_WHAT THE TASK REQUIRES_. For each line of the listing that holds "rotate", show the full line.

******

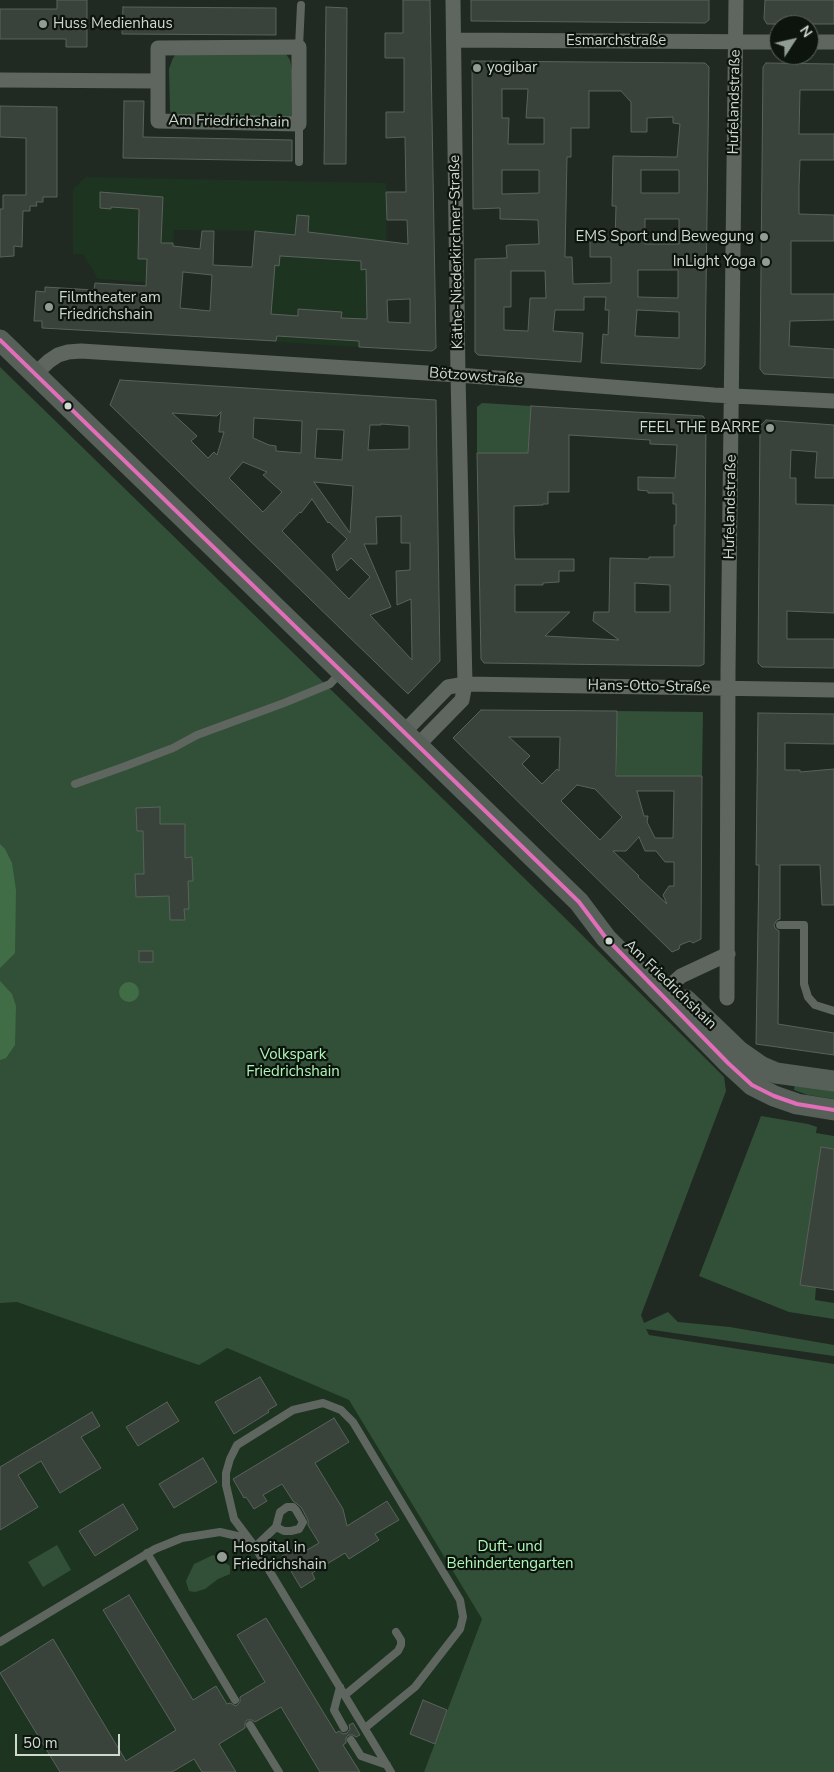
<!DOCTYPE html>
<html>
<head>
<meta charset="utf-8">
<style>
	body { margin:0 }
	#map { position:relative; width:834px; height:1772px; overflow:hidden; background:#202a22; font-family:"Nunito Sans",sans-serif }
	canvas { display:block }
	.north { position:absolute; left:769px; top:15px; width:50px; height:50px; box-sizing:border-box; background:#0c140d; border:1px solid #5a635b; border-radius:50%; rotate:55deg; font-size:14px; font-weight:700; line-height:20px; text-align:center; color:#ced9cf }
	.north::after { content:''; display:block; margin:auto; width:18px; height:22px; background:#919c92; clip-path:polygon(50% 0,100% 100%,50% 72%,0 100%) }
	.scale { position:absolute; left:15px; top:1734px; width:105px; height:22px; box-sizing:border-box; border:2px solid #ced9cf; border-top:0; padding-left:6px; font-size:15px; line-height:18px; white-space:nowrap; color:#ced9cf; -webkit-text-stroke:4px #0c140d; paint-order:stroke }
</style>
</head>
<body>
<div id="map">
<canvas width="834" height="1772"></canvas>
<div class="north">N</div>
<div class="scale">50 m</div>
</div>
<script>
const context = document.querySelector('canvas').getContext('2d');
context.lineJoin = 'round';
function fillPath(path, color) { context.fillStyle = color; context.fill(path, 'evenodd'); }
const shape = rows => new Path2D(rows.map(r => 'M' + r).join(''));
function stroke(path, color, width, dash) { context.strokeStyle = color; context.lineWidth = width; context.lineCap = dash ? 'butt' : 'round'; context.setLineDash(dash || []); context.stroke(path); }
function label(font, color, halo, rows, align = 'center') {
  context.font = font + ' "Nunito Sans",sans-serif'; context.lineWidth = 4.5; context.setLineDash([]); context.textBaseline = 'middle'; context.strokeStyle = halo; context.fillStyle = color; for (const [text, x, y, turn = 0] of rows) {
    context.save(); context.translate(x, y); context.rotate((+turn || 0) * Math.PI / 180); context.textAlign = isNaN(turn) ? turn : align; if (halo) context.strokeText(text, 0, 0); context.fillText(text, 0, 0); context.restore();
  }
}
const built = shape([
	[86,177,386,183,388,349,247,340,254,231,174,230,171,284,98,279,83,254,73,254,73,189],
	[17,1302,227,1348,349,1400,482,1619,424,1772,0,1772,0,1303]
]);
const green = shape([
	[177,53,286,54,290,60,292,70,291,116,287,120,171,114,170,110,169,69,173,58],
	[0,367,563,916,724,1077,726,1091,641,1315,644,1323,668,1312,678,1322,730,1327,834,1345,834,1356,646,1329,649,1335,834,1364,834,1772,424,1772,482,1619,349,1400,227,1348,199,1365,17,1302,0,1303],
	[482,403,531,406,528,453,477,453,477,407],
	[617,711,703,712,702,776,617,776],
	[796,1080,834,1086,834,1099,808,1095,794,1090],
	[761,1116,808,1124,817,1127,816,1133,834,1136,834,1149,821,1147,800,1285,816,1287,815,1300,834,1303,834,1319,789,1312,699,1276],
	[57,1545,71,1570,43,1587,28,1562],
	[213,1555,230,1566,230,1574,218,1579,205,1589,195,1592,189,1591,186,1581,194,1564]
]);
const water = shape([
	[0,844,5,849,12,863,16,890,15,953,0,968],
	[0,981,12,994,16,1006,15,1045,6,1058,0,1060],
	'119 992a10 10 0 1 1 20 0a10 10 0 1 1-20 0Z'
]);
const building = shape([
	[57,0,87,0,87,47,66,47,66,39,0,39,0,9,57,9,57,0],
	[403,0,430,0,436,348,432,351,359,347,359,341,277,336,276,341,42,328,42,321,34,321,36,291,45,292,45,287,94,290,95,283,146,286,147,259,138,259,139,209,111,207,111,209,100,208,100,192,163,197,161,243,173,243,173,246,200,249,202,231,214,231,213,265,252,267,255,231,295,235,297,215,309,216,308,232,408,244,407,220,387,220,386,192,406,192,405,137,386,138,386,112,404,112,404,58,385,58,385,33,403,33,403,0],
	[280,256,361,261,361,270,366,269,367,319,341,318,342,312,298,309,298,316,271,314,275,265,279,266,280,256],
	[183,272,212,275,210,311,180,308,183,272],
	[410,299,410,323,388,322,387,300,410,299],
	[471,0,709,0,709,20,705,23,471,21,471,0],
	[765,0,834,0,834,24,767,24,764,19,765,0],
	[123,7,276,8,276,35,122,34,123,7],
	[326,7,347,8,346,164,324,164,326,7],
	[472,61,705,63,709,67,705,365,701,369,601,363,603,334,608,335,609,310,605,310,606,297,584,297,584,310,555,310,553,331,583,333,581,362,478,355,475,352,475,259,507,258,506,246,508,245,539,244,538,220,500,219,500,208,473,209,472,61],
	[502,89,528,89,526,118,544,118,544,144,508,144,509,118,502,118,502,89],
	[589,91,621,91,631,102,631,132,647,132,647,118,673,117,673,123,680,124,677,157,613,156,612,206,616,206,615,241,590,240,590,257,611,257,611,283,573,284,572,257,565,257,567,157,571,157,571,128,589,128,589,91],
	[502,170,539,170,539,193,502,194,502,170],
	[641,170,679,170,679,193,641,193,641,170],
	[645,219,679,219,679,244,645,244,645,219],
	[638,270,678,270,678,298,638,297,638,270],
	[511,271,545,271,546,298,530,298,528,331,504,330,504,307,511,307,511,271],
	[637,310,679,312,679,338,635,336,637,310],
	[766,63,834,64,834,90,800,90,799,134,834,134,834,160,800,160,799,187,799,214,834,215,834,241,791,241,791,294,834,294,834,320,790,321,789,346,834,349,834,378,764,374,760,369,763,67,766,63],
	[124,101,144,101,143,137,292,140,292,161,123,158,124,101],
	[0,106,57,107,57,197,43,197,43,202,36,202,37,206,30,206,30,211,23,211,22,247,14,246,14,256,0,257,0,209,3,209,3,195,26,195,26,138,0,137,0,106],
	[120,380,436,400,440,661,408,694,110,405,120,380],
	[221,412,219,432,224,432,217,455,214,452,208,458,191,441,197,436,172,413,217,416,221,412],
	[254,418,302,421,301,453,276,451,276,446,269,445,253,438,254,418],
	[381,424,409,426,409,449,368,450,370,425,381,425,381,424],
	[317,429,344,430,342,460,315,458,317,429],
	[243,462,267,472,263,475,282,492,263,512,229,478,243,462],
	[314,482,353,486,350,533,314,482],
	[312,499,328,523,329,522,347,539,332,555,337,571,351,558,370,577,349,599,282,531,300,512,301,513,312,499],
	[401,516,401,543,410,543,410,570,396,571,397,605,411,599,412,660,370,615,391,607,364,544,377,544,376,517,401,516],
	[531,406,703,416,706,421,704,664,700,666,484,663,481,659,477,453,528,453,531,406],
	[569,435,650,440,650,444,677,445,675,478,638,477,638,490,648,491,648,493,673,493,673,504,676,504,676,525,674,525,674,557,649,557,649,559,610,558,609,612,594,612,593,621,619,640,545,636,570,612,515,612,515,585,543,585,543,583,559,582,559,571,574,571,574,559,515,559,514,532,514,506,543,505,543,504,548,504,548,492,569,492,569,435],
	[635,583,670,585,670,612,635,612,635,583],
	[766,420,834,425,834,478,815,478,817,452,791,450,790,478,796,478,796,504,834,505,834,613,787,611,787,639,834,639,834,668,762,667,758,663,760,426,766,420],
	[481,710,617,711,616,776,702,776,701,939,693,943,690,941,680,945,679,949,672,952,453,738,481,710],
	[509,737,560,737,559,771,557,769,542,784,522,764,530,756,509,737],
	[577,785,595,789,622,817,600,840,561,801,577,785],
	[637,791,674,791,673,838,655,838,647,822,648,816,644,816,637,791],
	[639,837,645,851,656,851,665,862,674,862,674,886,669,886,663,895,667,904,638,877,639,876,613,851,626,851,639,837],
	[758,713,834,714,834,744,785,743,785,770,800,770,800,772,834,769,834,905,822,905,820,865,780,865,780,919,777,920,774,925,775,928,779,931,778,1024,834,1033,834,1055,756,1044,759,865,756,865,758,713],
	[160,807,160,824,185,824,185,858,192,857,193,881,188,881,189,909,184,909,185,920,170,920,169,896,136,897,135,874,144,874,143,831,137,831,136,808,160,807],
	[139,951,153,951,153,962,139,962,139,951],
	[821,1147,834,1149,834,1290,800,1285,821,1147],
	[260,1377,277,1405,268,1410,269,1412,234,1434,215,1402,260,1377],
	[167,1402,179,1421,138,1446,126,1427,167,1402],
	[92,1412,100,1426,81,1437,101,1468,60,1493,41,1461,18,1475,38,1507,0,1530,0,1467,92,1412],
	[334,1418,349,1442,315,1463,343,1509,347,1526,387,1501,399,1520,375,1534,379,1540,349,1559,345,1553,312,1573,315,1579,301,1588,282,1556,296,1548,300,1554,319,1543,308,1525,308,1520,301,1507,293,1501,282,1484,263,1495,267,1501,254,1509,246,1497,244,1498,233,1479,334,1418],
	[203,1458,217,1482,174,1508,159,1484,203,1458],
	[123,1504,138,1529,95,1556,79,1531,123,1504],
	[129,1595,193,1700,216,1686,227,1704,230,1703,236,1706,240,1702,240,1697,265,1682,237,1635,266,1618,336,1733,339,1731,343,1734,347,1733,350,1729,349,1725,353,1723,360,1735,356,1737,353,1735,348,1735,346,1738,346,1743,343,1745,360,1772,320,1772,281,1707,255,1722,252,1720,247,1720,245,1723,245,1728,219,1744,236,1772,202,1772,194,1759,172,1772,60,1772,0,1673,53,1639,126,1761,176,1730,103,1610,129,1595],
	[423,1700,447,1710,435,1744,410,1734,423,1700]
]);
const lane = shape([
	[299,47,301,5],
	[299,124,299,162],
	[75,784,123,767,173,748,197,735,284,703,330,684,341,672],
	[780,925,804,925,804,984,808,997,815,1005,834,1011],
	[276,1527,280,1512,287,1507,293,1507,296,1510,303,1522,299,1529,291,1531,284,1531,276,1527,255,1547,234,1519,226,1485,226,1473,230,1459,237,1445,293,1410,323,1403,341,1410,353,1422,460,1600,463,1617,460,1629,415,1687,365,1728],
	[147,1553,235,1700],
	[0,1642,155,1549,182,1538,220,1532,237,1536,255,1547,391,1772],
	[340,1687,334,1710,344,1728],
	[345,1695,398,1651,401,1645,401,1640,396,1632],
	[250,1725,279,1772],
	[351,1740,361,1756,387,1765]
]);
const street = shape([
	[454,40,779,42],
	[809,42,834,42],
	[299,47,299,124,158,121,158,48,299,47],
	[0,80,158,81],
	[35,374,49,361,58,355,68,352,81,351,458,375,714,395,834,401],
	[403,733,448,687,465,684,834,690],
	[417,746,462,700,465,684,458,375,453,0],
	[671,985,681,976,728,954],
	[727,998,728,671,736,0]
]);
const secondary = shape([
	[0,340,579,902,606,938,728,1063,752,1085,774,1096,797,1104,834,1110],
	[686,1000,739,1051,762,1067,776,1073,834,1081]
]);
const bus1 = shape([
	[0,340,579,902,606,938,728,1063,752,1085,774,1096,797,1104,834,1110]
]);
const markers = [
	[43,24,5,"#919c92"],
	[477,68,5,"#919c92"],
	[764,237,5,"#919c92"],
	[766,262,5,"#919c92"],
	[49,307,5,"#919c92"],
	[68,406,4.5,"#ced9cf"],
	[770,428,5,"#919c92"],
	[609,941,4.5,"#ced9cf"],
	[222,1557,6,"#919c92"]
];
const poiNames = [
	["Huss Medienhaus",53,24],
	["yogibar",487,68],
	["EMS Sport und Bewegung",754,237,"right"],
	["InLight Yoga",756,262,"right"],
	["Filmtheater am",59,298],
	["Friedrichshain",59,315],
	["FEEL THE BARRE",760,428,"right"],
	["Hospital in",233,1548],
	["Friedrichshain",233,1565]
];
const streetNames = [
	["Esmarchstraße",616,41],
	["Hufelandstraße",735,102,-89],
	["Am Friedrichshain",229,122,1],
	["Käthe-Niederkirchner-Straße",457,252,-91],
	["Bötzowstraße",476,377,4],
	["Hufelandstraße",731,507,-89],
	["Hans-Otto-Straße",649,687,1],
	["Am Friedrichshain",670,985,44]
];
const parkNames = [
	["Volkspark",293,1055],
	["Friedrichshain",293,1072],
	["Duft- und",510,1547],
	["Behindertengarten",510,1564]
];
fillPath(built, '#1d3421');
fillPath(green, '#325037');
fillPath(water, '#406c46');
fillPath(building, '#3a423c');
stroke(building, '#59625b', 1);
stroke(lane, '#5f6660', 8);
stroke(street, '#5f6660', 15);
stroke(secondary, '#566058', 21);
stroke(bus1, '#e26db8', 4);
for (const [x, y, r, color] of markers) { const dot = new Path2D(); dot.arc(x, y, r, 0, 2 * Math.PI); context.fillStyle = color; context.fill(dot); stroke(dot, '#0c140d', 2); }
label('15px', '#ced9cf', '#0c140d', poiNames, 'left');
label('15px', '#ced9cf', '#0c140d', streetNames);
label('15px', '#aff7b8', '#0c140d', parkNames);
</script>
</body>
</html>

******

_WRITTEN RESPONSE_.
	.north { position:absolute; left:769px; top:15px; width:50px; height:50px; box-sizing:border-box; background:#0c140d; border:1px solid #5a635b; border-radius:50%; rotate:55deg; font-size:14px; font-weight:700; line-height:20px; text-align:center; color:#ced9cf }
    context.save(); context.translate(x, y); context.rotate((+turn || 0) * Math.PI / 180); context.textAlign = isNaN(turn) ? turn : align; if (halo) context.strokeText(text, 0, 0); context.fillText(text, 0, 0); context.restore();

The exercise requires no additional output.